Vermischte Quantengase
Teilchen interagieren über eine weiträumige Wechselwirkung wie kleine Quantenmagnete miteinander.
Die experimentelle Untersuchung von ultrakalter Quantenmaterie ermöglicht die Erforschung von quantenmechanischen Phänomenen, die sonst kaum zugänglich sind. Noch vor wenigen Jahren schien es unmöglich, die Techniken zur Kühlung und Manipulation von ultrakalten Teilchen auf Atome mit mehreren Valenzelektronen auszudehnen. Grund dafür sind die mit der Größe zunehmende Komplexität und die unbekannten Streueigenschaften dieser Atome. Ein US-amerikanisches Forschungsteam um Ben Lev von der Stanford University und eine österreichische Gruppe um Francesca Ferlaino an der Universität Innsbruck haben diese Hürde überwunden und Quantengase aus Metallen der Seltenen Erden erzeugt.
Abb.: Die Bose-Einstein-Kondensate aus Erbium und Dysprosium koexistieren und wechselwirken miteinander. (Bild: IQOQI)
Die Forscher verwenden die stark magnetischen und bisher wenig erforschten Elemente Dysprosium und Erbium. Ferlainos Gruppe konzentriert sich auf die Erforschung von Erbium und entwickelte einen leistungsfähigen, aber überraschend einfachen Ansatz zur Herstellung eines Bose-Einstein-Kondensats. „Wir haben damit gezeigt, wie die Komplexität in der Atomphysik neue Möglichkeiten eröffnen kann“, freut sich Francesca Ferlaino vom Institut für Experimentalphysik der Universität Innsbruck und dem Institut für Quantenoptik und Quanteninformation der Österreichischen Akademie der Wissenschaften. Die Forschung an magnetischen Elementen gewinnt weltweit an Dynamik, da sich solche Atome als ideale Plattform zur Erzeugung von dipolarer Quantenmaterie erwiesen haben, in der Teilchen über eine weiträumige und orientierungsabhängige Wechselwirkung wie kleine Quantenmagnete miteinander interagieren.
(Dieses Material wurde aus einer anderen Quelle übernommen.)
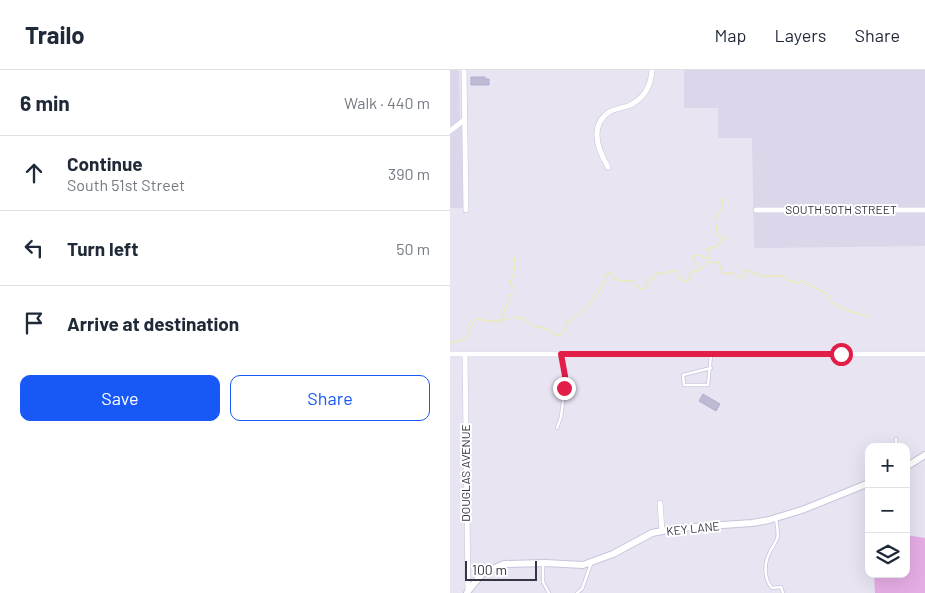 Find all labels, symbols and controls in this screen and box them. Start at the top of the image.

In einer neuen Arbeit berichtet das österreichische Team über einen neuen Fortschritt auf dem Gebiet der dipolaren Materie. Sie haben Erbium und Dysprosium miteinander vermischt und erstmals eine dipolare Quantenmischung erzeugt. „Wir haben die Atomspektren dieser beiden Elemente sehr genau untersucht und uns überlegt, wie wir sie kombinieren und gleichzeitig Quantenentartung erreichen können“, sagt Philipp Ilzhöfer. „Es zeigte sich, dass unser Schema noch besser als erwartet funktioniert, so dass wir ein System schaffen konnten, in dem Bose-Einstein-Kondensate aus Erbium und Dysprosium koexistieren und miteinander wechselwirken“, ergänzt Arno Trautmann. Aufgrund der langreichweitigen Wechselwirkung zwischen den beiden Atomsorten, eröffnet dieses Ergebnis neue Perspektiven im Bereich der dipolaren Quantenmaterie.